Nothing changes. Nothing stays the same.
I want to hope 2012 will be better, but if the past predicts the future then that sure isn’t going to happen. But less awful would be nice. You know when your medication is just that perfect balance where yes, you still have chronic pain that cripples all aspects of your life, but, you have just enough control to maintain, to sort of function and to get by. That there is a damn good year. Most would hope for better but unfortunately, I have to be realistic. My best year was when my medication was at that best results of a 50% reduction in migraines. That means my bestest of the best years I had about 150 or so migraines. Still chronic. Still really, really not fun. But just better enough I could feel like I was getting somewhere. Let’s face it a 50% reduction is damn awesome even if it doesn’t sound like it sometimes. It is also very hard to maintain because it is not just the perfect amount of medications, it is also about other factors like other crappy medical conditions, lack of sleep and in some years an insane amount of work stress. So getting back to that would be so awesome. That is what I want to get from my net neuro appointment… I’m almost desperate with this hope that he will just do something. I don’t expect a cure, man, just a little less crappiness is all I ask for in the new year. Although given the weirdness of my symptoms lately I really hope he is on the ball.

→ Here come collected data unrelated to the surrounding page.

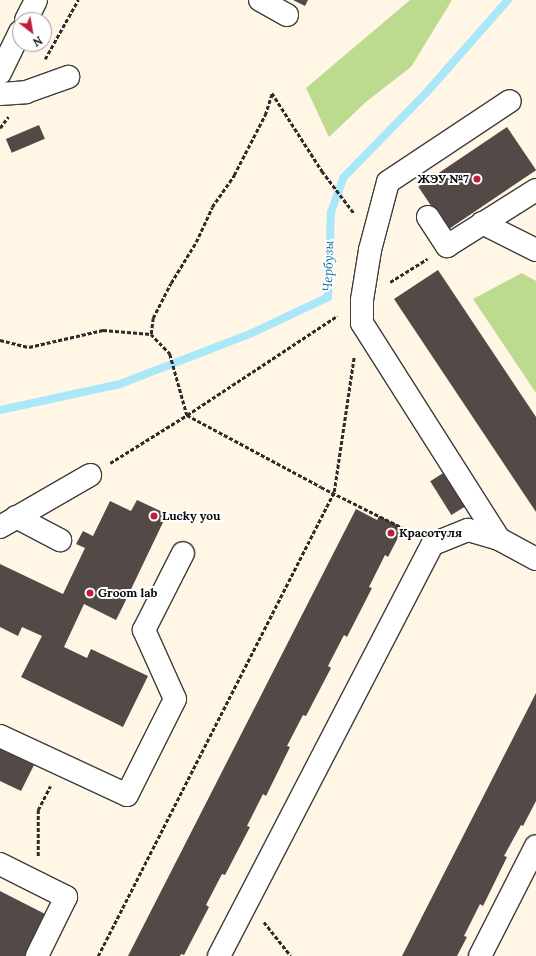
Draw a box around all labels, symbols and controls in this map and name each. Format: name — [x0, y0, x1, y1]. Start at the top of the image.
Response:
north arrow — [12, 12, 52, 52]
text: N — [30, 33, 45, 50]
place label: ЖЭУ №7 — [417, 172, 469, 186]
marker: ЖЭУ №7 — [472, 174, 482, 184]
water label: Чербузы — [320, 240, 338, 292]
place label: Lucky you — [162, 509, 220, 523]
marker: Lucky you — [149, 511, 159, 521]
place label: Красотуля — [399, 526, 462, 540]
marker: Красотуля — [386, 528, 396, 538]
place label: Groom lab — [98, 586, 157, 600]
marker: Groom lab — [85, 588, 95, 598]

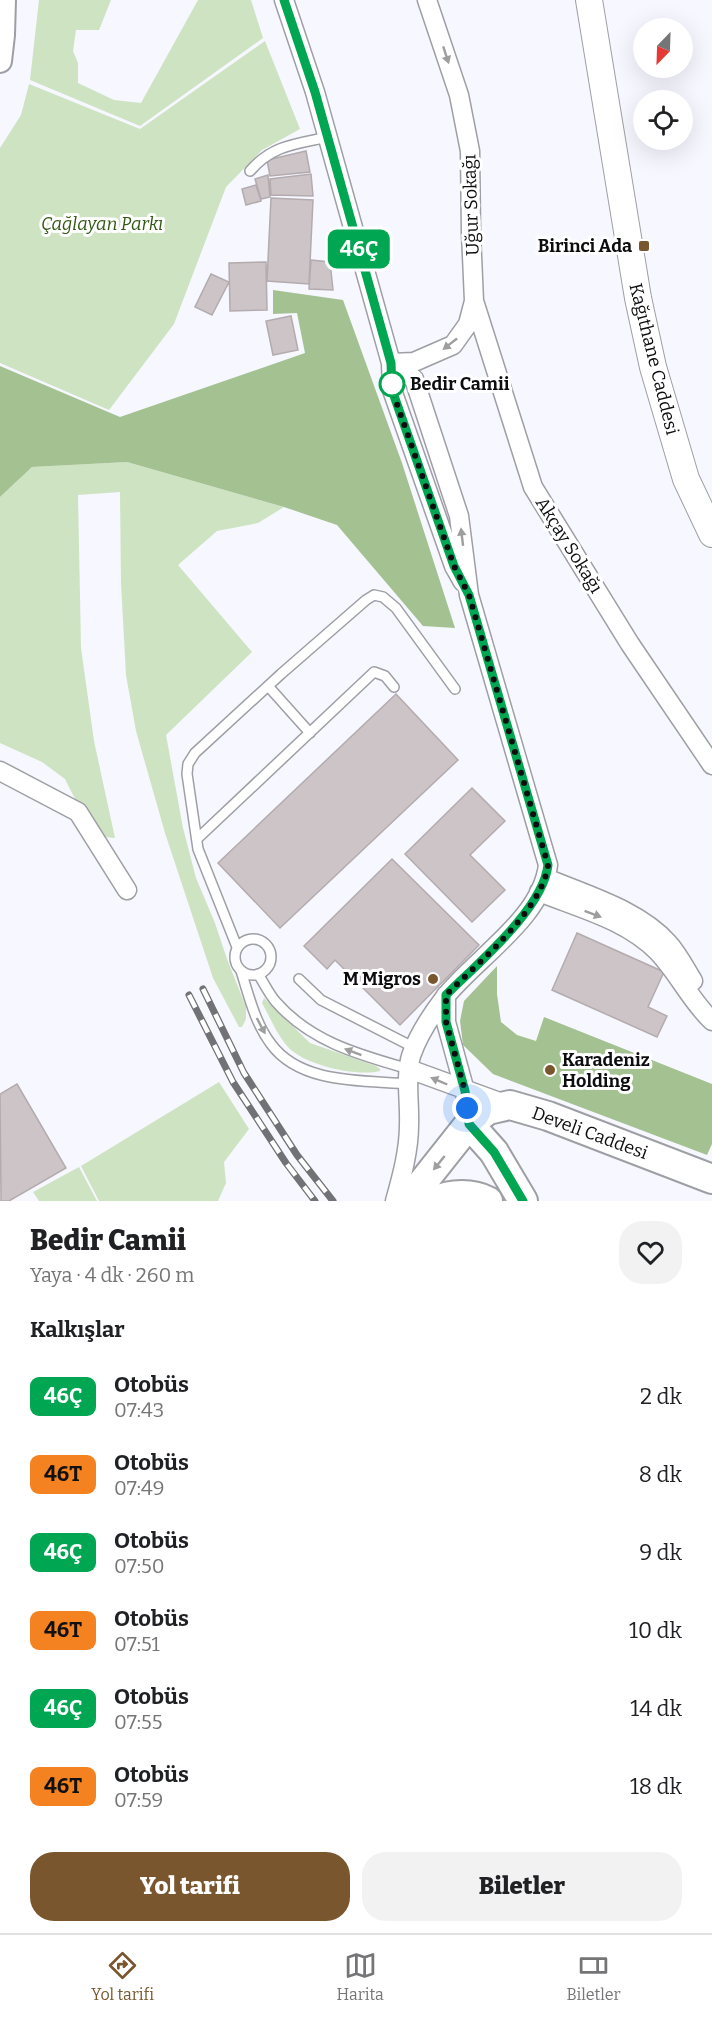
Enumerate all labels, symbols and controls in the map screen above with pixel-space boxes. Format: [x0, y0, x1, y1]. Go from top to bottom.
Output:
north arrow [633, 18, 693, 78]
map controls [633, 18, 693, 150]
one-way arrow [442, 46, 451, 64]
button: locate [633, 90, 693, 150]
street label: Uğur Sokağı [458, 154, 484, 256]
park label: Çağlayan Parkı [41, 213, 163, 235]
line badge: 46Ç [324, 230, 394, 268]
place label: Birinci Ada [538, 235, 632, 257]
text: 46Ç [340, 236, 378, 262]
marker: Birinci Ada [637, 239, 651, 253]
street label: Kağıthane Caddesi [625, 281, 683, 437]
one-way arrow [442, 337, 458, 350]
marker: Bedir Camii [379, 371, 405, 397]
place label: Bedir Camii [410, 373, 510, 395]
street label: Akçay Sokağı [531, 493, 607, 597]
one-way arrow [457, 527, 467, 546]
one-way arrow [585, 909, 603, 919]
place label: M Migros [343, 968, 421, 990]
marker: M Migros [426, 972, 440, 986]
one-way arrow [256, 1018, 266, 1035]
one-way arrow [344, 1046, 362, 1056]
place label: Karadeniz Holding [562, 1049, 650, 1092]
marker: Karadeniz Holding [543, 1063, 557, 1077]
one-way arrow [430, 1076, 448, 1085]
your location [452, 1093, 482, 1123]
street label: Develi Caddesi [529, 1102, 651, 1164]
one-way arrow [432, 1155, 445, 1171]
button: heart [619, 1221, 682, 1284]
text: Bedir Camii [30, 1224, 186, 1257]
text: Yaya · 4 dk · 260 m [30, 1263, 194, 1287]
text: Kalkışlar [30, 1316, 125, 1343]
text: Otobüs [114, 1371, 189, 1398]
text: 46Ç [44, 1383, 82, 1409]
text: 2 dk [640, 1383, 682, 1410]
text: 07:43 [114, 1398, 164, 1422]
text: Otobüs [114, 1449, 189, 1476]
text: 46T [44, 1461, 82, 1487]
text: 8 dk [639, 1461, 682, 1488]
text: 07:49 [114, 1476, 164, 1500]
text: Otobüs [114, 1527, 189, 1554]
text: 46Ç [44, 1539, 82, 1565]
text: 9 dk [639, 1539, 682, 1566]
text: 07:50 [114, 1554, 165, 1578]
text: Otobüs [114, 1605, 189, 1632]
text: 46T [44, 1617, 82, 1643]
text: 10 dk [629, 1617, 682, 1644]
text: 07:51 [114, 1632, 160, 1656]
text: Otobüs [114, 1683, 189, 1710]
text: 46Ç [44, 1695, 82, 1721]
text: 14 dk [630, 1695, 682, 1722]
text: 07:55 [114, 1710, 162, 1734]
text: Otobüs [114, 1761, 189, 1788]
text: 46T [44, 1773, 82, 1799]
text: 18 dk [630, 1773, 682, 1800]
text: 07:59 [114, 1788, 163, 1812]
button: Yol tarifi [30, 1852, 350, 1921]
button: Biletler [362, 1852, 682, 1921]
tab: Yol tarifi [91, 1949, 154, 2004]
tab: Harita [337, 1949, 384, 2004]
tab: Biletler [566, 1949, 621, 2004]

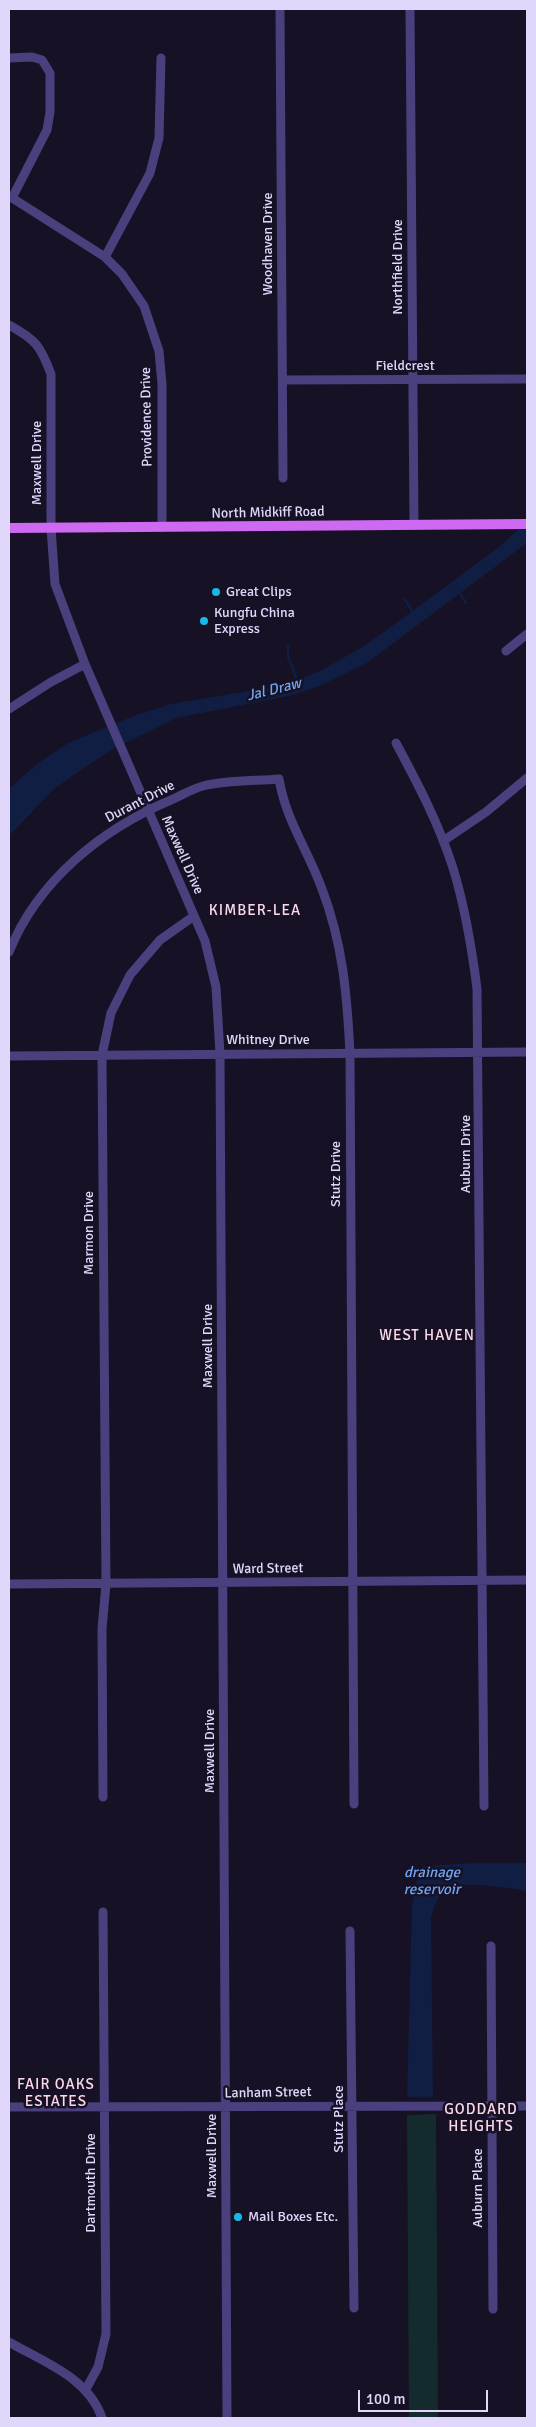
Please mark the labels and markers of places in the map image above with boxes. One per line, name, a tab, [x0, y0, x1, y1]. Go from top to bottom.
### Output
place label: Great Clips	[226, 584, 292, 600]
marker: Great Clips	[210, 586, 222, 598]
place label: Kungfu China Express	[214, 605, 295, 638]
marker: Kungfu China Express	[198, 615, 210, 627]
place label: Mail Boxes Etc.	[248, 2209, 338, 2225]
marker: Mail Boxes Etc.	[232, 2211, 244, 2223]

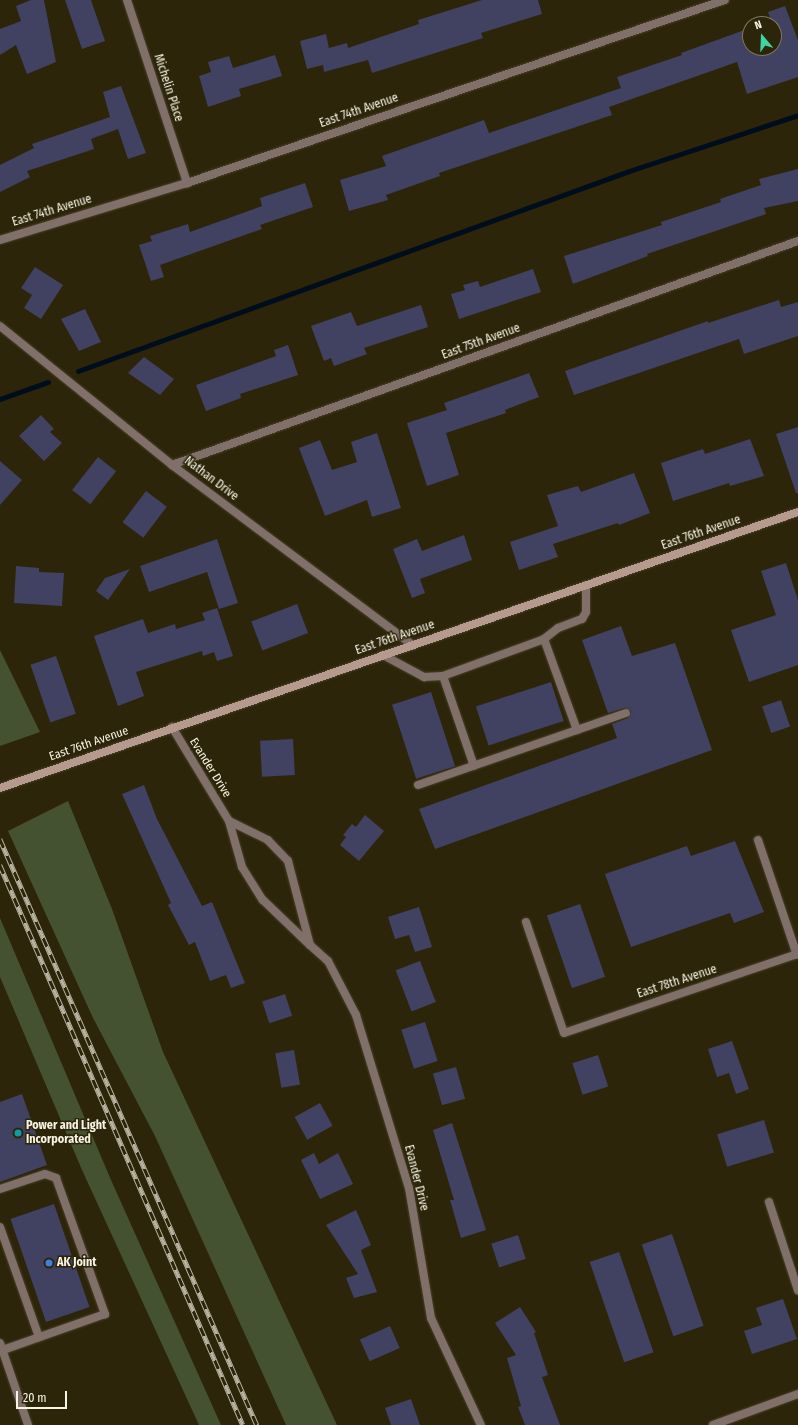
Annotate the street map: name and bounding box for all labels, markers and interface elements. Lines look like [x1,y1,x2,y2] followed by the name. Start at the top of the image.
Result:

Okay. Point is. 2011 sucked balls. Let’s just forget it happened… I mostly have anyway. 2012 will not likely have any vast improvements. The secret is to actively not think about how much it will suck and to force yourself to repeatedly believe it will be better for whatever random reason. Pick and reason and go with it. Don’t reflect on the past for longer than a day because reflecting just brings to mind all that suckiness.